- [Exercise details] Transcribe the lines from the start of the data below through the line with "M1438 2H1532L1544 28 1474 61 1458 44Z", word for word and nothing more.

- [Provided data]
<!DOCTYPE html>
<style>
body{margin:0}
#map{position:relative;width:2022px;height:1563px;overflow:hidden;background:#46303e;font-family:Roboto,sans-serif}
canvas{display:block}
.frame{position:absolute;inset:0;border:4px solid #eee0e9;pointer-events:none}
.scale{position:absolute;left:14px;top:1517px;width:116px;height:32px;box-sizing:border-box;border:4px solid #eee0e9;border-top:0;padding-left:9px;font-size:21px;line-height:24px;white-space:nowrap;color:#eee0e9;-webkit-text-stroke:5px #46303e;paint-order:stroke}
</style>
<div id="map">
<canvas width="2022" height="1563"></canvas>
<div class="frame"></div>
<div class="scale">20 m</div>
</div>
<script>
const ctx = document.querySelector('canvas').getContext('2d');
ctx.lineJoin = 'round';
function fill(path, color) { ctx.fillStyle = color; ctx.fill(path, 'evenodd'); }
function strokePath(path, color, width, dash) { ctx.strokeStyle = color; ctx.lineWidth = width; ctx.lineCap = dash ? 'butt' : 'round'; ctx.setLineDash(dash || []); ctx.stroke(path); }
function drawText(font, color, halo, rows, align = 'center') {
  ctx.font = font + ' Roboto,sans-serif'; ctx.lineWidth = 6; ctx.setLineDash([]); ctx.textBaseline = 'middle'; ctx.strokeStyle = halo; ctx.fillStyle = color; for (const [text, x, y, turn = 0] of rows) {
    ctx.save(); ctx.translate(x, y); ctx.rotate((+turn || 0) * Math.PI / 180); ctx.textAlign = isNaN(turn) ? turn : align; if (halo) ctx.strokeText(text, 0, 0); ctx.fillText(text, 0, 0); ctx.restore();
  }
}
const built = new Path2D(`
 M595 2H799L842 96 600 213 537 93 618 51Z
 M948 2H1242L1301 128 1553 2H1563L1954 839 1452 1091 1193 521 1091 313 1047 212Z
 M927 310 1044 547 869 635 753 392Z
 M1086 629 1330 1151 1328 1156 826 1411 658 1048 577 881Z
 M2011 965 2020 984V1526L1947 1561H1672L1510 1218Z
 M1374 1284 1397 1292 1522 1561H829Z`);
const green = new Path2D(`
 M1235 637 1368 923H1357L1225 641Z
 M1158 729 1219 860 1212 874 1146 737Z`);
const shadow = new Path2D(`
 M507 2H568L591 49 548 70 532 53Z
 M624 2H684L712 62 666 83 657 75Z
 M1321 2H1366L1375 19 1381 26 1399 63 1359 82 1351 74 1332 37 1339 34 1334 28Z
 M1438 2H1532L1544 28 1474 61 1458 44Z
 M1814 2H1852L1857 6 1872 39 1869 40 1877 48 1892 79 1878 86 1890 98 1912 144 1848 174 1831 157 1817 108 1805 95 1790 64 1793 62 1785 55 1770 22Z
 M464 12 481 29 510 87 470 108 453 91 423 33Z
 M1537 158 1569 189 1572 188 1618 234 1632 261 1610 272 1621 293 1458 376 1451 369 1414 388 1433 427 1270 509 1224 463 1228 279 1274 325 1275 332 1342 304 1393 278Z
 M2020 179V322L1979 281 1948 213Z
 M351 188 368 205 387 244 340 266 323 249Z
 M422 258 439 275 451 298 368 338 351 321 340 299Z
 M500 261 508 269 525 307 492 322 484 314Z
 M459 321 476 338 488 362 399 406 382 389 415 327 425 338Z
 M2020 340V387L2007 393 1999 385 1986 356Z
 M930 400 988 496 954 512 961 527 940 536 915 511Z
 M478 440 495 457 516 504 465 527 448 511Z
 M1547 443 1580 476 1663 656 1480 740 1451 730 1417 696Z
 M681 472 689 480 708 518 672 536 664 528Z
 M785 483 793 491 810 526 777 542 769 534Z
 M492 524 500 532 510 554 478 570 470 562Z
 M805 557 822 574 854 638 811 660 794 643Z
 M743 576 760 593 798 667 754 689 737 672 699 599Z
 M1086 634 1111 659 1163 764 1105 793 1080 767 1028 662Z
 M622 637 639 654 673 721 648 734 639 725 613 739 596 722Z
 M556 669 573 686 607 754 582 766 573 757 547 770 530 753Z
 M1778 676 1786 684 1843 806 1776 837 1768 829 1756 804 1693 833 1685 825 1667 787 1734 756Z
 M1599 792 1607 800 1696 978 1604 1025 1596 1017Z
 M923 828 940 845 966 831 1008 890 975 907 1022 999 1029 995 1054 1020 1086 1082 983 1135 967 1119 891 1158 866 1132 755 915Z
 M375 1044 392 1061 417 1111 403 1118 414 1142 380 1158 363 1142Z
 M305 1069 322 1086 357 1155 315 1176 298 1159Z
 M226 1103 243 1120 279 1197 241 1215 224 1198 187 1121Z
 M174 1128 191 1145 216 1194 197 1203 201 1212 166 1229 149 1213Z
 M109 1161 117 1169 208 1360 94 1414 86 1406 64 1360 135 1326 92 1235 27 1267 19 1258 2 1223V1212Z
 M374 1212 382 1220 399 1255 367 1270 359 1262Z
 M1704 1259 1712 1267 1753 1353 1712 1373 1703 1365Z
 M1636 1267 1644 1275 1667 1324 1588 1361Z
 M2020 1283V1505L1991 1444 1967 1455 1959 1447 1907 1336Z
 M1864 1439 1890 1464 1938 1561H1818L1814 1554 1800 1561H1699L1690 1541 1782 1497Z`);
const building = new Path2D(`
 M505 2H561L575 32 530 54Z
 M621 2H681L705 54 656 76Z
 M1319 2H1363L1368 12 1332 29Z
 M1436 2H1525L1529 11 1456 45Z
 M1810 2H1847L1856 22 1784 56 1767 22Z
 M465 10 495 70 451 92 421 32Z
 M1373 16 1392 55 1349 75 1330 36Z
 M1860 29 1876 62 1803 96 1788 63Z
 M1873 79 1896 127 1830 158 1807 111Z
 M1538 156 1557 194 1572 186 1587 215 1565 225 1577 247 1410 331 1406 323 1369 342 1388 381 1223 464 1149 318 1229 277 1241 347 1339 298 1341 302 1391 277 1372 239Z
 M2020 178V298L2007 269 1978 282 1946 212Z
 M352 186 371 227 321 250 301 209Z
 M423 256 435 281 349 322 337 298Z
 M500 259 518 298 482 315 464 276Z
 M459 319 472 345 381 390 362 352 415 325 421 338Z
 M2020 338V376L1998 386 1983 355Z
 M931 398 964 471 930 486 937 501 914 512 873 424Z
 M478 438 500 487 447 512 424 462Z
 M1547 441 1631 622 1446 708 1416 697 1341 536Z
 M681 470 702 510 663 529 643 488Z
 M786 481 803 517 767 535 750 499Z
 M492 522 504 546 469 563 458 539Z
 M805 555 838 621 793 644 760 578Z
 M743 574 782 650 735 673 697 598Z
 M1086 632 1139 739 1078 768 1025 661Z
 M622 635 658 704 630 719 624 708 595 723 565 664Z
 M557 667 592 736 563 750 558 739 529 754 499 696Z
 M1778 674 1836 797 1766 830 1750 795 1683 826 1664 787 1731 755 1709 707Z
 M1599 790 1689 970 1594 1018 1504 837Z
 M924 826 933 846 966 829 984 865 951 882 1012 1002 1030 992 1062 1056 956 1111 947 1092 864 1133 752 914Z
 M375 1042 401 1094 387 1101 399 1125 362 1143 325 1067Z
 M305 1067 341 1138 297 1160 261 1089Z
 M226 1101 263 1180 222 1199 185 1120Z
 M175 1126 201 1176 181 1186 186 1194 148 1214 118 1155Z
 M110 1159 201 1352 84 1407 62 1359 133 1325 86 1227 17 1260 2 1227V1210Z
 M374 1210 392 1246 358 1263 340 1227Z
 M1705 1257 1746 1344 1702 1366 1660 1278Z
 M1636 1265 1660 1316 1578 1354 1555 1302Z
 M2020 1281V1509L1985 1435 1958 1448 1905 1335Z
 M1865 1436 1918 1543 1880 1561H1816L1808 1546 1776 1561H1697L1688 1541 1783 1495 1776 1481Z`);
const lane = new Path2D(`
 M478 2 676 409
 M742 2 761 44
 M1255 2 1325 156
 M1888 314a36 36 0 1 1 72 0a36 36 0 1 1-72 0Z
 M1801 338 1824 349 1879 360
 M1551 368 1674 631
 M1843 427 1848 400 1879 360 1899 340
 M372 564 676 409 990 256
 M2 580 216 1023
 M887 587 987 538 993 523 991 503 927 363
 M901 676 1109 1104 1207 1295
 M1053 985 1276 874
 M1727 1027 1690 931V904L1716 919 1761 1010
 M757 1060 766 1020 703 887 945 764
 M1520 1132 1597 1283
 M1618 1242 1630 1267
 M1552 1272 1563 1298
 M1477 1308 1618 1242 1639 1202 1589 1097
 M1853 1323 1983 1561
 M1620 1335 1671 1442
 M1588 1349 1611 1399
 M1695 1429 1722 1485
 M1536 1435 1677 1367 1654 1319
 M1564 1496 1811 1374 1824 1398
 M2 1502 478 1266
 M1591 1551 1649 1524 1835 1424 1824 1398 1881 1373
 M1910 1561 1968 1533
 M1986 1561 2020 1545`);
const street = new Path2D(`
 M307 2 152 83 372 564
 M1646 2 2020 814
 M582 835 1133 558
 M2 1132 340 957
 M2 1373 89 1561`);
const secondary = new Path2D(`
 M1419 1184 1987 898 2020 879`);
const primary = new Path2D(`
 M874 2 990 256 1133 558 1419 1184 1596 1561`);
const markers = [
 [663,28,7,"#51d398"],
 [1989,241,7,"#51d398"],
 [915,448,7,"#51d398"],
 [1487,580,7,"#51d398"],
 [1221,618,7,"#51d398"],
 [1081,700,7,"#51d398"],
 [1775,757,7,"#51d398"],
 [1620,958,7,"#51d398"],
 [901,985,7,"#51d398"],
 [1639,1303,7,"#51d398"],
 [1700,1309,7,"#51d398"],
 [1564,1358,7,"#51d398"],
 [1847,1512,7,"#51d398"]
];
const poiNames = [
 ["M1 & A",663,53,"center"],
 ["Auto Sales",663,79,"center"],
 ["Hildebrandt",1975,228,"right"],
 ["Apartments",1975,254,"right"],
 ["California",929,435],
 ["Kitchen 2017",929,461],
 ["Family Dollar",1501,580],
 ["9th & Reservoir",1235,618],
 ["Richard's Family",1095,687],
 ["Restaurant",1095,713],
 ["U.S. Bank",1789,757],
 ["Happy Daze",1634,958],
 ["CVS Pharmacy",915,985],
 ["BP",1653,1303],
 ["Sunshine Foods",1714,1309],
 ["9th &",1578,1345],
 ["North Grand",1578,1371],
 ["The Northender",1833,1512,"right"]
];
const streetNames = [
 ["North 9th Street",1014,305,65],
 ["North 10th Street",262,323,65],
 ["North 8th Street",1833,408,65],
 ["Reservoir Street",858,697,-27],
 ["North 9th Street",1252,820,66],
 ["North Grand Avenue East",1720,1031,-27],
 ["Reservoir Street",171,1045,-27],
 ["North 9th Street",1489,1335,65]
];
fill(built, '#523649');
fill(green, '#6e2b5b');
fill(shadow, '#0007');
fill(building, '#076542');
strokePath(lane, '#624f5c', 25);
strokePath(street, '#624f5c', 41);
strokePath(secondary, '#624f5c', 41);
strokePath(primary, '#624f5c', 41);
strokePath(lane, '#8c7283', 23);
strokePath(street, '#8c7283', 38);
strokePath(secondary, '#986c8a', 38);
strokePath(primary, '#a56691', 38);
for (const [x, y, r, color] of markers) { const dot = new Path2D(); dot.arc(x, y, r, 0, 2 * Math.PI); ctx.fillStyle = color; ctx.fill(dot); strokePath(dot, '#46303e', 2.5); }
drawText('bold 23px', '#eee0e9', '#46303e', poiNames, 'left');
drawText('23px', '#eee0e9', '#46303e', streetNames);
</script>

- [Solution for this task]
<!DOCTYPE html>
<style>
body{margin:0}
#map{position:relative;width:2022px;height:1563px;overflow:hidden;background:#46303e;font-family:Roboto,sans-serif}
canvas{display:block}
.frame{position:absolute;inset:0;border:4px solid #eee0e9;pointer-events:none}
.scale{position:absolute;left:14px;top:1517px;width:116px;height:32px;box-sizing:border-box;border:4px solid #eee0e9;border-top:0;padding-left:9px;font-size:21px;line-height:24px;white-space:nowrap;color:#eee0e9;-webkit-text-stroke:5px #46303e;paint-order:stroke}
</style>
<div id="map">
<canvas width="2022" height="1563"></canvas>
<div class="frame"></div>
<div class="scale">20 m</div>
</div>
<script>
const ctx = document.querySelector('canvas').getContext('2d');
ctx.lineJoin = 'round';
function fill(path, color) { ctx.fillStyle = color; ctx.fill(path, 'evenodd'); }
function strokePath(path, color, width, dash) { ctx.strokeStyle = color; ctx.lineWidth = width; ctx.lineCap = dash ? 'butt' : 'round'; ctx.setLineDash(dash || []); ctx.stroke(path); }
function drawText(font, color, halo, rows, align = 'center') {
  ctx.font = font + ' Roboto,sans-serif'; ctx.lineWidth = 6; ctx.setLineDash([]); ctx.textBaseline = 'middle'; ctx.strokeStyle = halo; ctx.fillStyle = color; for (const [text, x, y, turn = 0] of rows) {
    ctx.save(); ctx.translate(x, y); ctx.rotate((+turn || 0) * Math.PI / 180); ctx.textAlign = isNaN(turn) ? turn : align; if (halo) ctx.strokeText(text, 0, 0); ctx.fillText(text, 0, 0); ctx.restore();
  }
}
const built = new Path2D(`
 M595 2H799L842 96 600 213 537 93 618 51Z
 M948 2H1242L1301 128 1553 2H1563L1954 839 1452 1091 1193 521 1091 313 1047 212Z
 M927 310 1044 547 869 635 753 392Z
 M1086 629 1330 1151 1328 1156 826 1411 658 1048 577 881Z
 M2011 965 2020 984V1526L1947 1561H1672L1510 1218Z
 M1374 1284 1397 1292 1522 1561H829Z`);
const green = new Path2D(`
 M1235 637 1368 923H1357L1225 641Z
 M1158 729 1219 860 1212 874 1146 737Z`);
const shadow = new Path2D(`
 M507 2H568L591 49 548 70 532 53Z
 M624 2H684L712 62 666 83 657 75Z
 M1321 2H1366L1375 19 1381 26 1399 63 1359 82 1351 74 1332 37 1339 34 1334 28Z
 M1438 2H1532L1544 28 1474 61 1458 44Z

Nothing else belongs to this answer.